If the information you get via introspection tools is not sufficient, you can load the execution itself, and examine it by hand. Here are a few most recent computations in this execution:

```elixir
execution = Journey.load(execution.id)
execution.computations |> Enum.take(3)
```

<!-- livebook:{"output":true} -->

```
[
  %Journey.Persistence.Schema.Execution.Computation{
    __meta__: #Ecto.Schema.Metadata<:loaded, "computations">,
    id: "CMPBTHXTZ61EG875VG2Y9HB",
    execution_id: "EXECG5217Z92XXJA1BM8R3LG",
    execution: #Ecto.Association.NotLoaded<association :execution is not loaded>,
    node_name: :greeting,
    computation_type: :compute,
    state: :failed,
    ex_revision_at_start: 10,
    ex_revision_at_completion: 11,
    scheduled_time: nil,
    start_time: 1776922664,
    completion_time: 1776922664,
    deadline: 1776922724,
    last_heartbeat_at: nil,
    heartbeat_deadline: 1776922904,
    error_details: "\"oh no, failed, 05:37:44 UTC\"",
    computed_with: %{name: 1},
    inserted_at: 1776922664,
    updated_at: 1776922664
  },
  %Journey.Persistence.Schema.Execution.Computation{
    __meta__: #Ecto.Schema.Metadata<:loaded, "computations">,
    id: "CMP6RL4RJGG99AEBE4Z53T3",
    execution_id: "EXECG5217Z92XXJA1BM8R3LG",
    execution: #Ecto.Association.NotLoaded<association :execution is not loaded>,
    node_name: :greeting,
    computation_type: :compute,
    state: :failed,
    ex_revision_at_start: 8,
    ex_revision_at_completion: 9,
    scheduled_time: nil,
    start_time: 1776922661,
    completion_time: 1776922661,
    deadline: 1776922721,
    last_heartbeat_at: nil,
    heartbeat_deadline: 1776922901,
    error_details: "\"oh no, failed, 05:37:41 UTC\"",
    computed_with: %{name: 1},
    inserted_at: 1776922652,
    updated_at: 1776922661
  },
  %Journey.Persistence.Schema.Execution.Computation{
    __meta__: #Ecto.Schema.Metadata<:loaded, "computations">,
    id: "CMP9Y72L34RL30VXH747J21",
    execution_id: "EXECG5217Z92XXJA1BM8R3LG",
    execution: #Ecto.Association.NotLoaded<association :execution is not loaded>,
    node_name: :greeting,
    computation_type: :compute,
    state: :failed,
    ex_revision_at_start: 6,
    ex_revision_at_completion: 7,
    scheduled_time: nil,
    start_time: 1776922652,
    completion_time: 1776922652,
    deadline: 1776922712,
    last_heartbeat_at: nil,
    heartbeat_deadline: 1776922892,
    error_details: "\"oh no, failed, 05:37:32 UTC\"",
    computed_with: %{name: 1},
    inserted_at: 1776922651,
    updated_at: 1776922652
  }
]
```

## Summary

In this Livebook, we setup a graph whose compute node's function returns an error, and we observed journey retrying the computation, subject to the node's retry policy (the `max_retries: 4` in the graph definition overrode the default value of 3).

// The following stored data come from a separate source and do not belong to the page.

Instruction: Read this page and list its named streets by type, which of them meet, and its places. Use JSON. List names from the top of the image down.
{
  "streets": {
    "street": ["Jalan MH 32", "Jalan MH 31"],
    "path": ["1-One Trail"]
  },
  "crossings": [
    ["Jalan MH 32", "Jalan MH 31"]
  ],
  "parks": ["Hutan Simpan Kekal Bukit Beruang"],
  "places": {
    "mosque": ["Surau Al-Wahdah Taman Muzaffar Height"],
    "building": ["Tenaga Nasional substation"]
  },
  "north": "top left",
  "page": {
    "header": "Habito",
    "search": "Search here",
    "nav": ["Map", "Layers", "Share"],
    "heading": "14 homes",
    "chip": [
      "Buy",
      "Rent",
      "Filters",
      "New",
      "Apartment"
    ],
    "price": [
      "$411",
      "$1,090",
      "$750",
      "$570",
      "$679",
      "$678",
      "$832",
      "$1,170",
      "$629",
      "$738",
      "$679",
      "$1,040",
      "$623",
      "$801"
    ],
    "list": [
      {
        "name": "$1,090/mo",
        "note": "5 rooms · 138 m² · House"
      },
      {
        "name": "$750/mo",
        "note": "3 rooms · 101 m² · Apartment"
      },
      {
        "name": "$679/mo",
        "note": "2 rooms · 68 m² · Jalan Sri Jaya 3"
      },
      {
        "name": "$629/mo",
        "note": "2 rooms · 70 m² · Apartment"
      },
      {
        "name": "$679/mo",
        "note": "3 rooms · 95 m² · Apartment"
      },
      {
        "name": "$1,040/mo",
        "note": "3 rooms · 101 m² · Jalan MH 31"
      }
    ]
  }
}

We also looked at the state of the execution, by rendering its mermaid graph, looking at its values, and doing in-depth introspection with `Journey.Tools.introspect/1`.

We also kicked off a recomputation on a failed node, with `Journey.Tools.retry_computation/2`, which, given the nature of our failure mode (a hardcoded error;), predictably did not fix the problem.

We also took a glimpse at the `computation` portion of the complete `execution` structure.